Hong KongI gave it all away, all the cash I had on me down to my least coin. It was like feeding chickens. That back street in Kowloon was famous for its beggars, and once I started handing out cash it didn’t take long. Pierre Cardin suit, Italian shoes, silk tie, a foot taller than all the poor dudes that crowded around me. In my coat pocket was my final purchase—a pint of Wild Turkey. I remember it was a chilly night, December. Of course, I had a hotel room to go back to, and the next day I could go to the bank and get more cash, but I was celebrating my freedom by giving away my chains.

Seventy-six was a tough year, my thirtieth—burn out and break down at my editor’s job in Berkeley, a state of imploding confusion in my so-called love life, shrinks and drugs and a growing fear of others. There was the odd but deeply felt conviction that I didn’t want a future, but I had zero attraction to thoughts of suicide. I didn’t want to perform; I just wanted to wander and watch. It had taken me less than a month to get sacked from my Hong Kong editing job.

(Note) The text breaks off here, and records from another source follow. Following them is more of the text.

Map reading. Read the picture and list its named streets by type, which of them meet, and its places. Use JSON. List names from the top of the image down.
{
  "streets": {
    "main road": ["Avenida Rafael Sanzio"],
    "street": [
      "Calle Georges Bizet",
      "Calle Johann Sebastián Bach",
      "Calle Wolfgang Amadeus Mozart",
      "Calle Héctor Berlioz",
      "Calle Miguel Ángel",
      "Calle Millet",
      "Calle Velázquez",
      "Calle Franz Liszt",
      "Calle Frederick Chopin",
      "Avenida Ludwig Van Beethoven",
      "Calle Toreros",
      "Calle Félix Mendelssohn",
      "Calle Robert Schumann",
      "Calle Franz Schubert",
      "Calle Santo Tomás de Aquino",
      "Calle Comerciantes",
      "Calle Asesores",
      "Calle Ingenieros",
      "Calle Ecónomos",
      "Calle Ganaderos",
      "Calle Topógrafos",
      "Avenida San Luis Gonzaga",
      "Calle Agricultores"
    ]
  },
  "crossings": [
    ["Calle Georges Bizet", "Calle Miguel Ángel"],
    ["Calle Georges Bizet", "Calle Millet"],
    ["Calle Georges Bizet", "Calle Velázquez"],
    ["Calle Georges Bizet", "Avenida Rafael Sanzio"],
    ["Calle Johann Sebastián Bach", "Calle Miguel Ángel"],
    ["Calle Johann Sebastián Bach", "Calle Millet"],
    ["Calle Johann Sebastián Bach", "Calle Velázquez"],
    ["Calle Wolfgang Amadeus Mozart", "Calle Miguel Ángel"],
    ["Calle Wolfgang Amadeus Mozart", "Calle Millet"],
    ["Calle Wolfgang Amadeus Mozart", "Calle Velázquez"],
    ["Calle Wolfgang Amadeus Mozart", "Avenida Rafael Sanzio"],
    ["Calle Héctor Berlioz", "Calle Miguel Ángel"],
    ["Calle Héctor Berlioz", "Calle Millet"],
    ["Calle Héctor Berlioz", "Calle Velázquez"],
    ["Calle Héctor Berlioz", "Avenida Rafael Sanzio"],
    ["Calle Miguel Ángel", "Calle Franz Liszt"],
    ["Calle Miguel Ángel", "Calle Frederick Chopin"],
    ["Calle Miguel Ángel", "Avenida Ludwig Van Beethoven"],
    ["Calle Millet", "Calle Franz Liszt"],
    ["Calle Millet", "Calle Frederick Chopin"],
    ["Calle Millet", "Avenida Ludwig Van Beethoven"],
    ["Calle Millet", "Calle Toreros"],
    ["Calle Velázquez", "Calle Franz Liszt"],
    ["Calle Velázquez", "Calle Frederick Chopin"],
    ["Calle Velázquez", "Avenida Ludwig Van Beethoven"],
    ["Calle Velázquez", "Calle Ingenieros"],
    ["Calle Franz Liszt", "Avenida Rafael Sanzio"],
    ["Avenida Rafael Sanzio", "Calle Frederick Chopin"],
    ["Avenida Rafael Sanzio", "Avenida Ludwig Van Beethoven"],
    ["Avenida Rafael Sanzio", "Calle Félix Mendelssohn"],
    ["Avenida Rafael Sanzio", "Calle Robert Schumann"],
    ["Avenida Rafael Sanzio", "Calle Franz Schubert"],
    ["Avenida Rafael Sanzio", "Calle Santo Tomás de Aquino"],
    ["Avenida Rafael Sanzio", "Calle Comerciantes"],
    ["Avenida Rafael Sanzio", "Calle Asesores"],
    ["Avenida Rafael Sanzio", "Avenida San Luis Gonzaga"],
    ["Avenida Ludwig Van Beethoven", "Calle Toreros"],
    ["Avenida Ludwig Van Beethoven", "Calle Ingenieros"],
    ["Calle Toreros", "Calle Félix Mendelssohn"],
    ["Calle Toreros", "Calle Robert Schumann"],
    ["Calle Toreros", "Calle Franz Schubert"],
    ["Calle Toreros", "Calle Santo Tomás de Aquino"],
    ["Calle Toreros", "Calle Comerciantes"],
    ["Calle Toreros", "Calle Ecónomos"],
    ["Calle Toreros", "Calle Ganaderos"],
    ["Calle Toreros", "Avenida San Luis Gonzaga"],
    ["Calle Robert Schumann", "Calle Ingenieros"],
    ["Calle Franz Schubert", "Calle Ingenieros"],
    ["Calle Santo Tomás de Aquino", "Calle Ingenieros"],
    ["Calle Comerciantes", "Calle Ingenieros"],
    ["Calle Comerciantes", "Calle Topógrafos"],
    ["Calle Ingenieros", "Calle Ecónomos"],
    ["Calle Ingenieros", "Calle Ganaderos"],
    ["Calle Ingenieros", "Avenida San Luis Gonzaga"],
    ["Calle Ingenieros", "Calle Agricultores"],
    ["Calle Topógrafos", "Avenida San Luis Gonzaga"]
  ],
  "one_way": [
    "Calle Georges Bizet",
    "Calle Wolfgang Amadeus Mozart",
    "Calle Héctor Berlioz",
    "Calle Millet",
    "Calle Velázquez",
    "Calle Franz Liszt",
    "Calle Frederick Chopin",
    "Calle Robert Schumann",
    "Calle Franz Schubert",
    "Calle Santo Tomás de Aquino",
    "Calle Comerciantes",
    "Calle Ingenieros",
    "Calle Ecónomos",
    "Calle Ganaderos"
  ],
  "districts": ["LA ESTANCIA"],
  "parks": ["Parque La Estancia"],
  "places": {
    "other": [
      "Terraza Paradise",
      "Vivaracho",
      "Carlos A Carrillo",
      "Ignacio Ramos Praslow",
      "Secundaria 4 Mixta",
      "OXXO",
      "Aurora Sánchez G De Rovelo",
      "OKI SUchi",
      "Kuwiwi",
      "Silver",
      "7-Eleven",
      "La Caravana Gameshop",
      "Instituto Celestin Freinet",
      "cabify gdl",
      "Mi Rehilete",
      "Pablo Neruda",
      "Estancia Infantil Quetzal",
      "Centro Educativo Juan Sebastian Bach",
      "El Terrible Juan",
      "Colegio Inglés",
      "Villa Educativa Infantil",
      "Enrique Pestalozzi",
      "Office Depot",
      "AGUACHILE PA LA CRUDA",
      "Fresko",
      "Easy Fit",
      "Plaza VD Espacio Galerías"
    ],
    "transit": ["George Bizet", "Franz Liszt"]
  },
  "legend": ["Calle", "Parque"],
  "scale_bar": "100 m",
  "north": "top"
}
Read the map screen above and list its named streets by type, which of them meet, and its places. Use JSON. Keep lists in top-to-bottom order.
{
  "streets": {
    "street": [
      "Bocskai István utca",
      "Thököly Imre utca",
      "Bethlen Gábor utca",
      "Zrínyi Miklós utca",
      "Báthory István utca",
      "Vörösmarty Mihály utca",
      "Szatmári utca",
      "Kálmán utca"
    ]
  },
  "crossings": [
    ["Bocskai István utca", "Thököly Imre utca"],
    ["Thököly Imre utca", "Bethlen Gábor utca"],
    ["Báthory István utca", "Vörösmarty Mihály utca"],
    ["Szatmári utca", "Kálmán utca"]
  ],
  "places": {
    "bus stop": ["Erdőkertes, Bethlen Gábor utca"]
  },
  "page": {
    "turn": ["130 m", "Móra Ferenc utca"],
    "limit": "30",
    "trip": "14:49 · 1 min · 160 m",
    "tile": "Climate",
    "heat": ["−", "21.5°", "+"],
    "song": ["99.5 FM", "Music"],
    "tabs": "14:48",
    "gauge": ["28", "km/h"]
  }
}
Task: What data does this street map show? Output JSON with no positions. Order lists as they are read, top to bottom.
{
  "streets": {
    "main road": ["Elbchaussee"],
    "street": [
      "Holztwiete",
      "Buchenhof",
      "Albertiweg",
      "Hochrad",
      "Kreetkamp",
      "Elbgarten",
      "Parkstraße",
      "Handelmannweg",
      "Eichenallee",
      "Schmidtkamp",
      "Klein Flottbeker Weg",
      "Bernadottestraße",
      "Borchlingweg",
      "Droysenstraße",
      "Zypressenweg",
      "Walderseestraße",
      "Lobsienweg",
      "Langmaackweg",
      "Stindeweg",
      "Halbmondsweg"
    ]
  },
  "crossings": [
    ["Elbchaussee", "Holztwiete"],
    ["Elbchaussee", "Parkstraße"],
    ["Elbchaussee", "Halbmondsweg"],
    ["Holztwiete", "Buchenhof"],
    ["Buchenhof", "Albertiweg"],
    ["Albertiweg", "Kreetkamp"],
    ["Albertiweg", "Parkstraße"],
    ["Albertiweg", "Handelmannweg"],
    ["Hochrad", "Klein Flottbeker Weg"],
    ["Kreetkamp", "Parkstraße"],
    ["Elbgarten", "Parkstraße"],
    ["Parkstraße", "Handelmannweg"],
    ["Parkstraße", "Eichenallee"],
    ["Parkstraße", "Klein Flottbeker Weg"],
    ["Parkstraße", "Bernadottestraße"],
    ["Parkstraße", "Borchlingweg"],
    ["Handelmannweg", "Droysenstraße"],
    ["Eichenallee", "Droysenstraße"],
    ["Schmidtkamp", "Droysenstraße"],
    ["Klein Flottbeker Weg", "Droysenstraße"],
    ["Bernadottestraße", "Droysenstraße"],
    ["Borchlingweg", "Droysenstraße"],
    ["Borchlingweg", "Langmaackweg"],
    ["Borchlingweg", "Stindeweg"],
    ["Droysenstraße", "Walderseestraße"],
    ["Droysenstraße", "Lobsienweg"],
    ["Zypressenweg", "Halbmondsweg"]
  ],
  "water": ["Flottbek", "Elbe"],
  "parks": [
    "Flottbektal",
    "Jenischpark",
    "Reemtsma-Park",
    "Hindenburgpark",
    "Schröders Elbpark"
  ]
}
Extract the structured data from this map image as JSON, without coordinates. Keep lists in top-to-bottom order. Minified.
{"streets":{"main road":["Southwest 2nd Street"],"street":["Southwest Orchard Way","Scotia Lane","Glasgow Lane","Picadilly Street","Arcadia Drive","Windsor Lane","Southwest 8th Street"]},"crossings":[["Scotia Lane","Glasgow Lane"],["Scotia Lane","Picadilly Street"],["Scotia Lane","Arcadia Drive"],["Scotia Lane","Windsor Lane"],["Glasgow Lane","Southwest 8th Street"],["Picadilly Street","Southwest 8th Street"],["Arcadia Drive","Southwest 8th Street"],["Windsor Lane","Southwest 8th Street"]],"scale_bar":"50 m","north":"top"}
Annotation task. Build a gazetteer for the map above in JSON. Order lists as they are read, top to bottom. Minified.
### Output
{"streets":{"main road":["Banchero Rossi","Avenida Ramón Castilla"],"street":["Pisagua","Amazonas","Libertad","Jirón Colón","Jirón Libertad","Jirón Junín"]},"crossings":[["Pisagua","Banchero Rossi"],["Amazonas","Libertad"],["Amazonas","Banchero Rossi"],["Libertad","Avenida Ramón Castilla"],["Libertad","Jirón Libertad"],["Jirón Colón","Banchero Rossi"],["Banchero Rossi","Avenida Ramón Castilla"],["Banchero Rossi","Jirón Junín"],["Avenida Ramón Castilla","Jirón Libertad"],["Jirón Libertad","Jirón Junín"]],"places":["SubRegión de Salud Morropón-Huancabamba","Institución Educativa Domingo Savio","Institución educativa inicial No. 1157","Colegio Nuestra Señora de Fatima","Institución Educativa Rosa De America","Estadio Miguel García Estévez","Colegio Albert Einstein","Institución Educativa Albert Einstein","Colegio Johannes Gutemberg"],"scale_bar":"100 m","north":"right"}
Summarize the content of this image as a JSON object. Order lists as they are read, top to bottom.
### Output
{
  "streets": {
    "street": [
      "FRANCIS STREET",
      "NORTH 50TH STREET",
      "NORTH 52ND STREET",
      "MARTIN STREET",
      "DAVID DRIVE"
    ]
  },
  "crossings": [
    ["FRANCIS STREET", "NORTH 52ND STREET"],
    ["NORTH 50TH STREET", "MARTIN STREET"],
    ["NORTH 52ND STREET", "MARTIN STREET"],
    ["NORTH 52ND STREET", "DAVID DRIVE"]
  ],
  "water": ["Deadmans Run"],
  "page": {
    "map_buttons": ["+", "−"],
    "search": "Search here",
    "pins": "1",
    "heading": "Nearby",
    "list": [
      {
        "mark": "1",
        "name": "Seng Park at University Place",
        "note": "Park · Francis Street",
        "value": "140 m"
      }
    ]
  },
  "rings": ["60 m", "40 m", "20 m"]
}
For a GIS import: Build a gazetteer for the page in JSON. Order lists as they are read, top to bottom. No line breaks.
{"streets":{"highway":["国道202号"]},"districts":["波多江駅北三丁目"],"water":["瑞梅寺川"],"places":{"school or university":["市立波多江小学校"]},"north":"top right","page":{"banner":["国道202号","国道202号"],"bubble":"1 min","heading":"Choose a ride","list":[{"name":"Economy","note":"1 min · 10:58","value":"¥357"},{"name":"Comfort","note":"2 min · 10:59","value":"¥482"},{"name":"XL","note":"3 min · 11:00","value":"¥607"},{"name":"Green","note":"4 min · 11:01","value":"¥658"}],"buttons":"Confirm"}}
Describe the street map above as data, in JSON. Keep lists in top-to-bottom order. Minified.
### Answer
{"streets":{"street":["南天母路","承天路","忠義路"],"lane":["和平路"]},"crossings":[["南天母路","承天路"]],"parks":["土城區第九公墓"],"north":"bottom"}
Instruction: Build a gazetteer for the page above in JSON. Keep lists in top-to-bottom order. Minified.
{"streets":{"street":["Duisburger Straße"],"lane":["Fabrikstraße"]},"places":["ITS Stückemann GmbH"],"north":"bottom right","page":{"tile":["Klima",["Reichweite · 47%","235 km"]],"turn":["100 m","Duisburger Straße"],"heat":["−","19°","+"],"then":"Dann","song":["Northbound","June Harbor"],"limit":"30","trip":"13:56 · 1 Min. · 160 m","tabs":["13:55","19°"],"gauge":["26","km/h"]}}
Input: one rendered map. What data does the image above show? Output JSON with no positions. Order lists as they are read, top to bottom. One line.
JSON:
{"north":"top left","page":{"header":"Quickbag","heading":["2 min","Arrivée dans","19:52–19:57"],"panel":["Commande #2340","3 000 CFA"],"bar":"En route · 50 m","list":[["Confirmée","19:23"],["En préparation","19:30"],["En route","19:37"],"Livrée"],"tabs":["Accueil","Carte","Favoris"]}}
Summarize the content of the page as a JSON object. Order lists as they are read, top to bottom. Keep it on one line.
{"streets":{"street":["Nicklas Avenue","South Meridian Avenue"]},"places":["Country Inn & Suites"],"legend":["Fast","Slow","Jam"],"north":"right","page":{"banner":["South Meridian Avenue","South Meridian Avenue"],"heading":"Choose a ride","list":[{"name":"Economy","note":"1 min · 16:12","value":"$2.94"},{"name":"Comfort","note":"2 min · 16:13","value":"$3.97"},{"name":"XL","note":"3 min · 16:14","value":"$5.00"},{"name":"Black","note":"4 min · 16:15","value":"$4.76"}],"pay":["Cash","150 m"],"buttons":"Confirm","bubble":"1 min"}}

A couple of nights before that night in Kowloon I had done a Kiwi bloke I had met the favor of taking him to a respectable whorehouse. He was headed off to an Arctic oil rig for six months and wanted a weekend of companionship to send him off. I knew where to take him from wandering and watching, not from performing. The American Nam thing was winding down, and there were a lot of under-employed prostitutes in Hong Kong now that the Yanks were no longer coming there for R and R. He picked his girl out of the second group the Mamasan sent over to our booth. He seemed happy and I got up to leave. Only Mamasan wouldn’t let me. She and a line of her girls blocked the door. What about me? Her girls weren’t good enough for me? By now some of the girls were cursing me in Cantonese and others were crying and running away. Mamasan picked up a bottle and waved me away from the door. The Kiwi bloke was laughing, but it wasn’t funny. Mamasan yelled something toward the back of the room, and the most attractive, princess-petite girl we had yet seen, dressed in a slit green silk kimono, stepped through a bead curtain. I would take her, Mamasan insisted. But I’m a priest, I told her. Ha, she said, priests like it more than most. Mamasan walked over to take the shy girl by the arm and bring her to me. I bolted for the exit, shouldering aside the girls who tried to stop me. They clawed at my back as I got the door open and hit the street running. Those words, but I’m a priest—that lie—stuck with me. Why not undo the lie and become a priest?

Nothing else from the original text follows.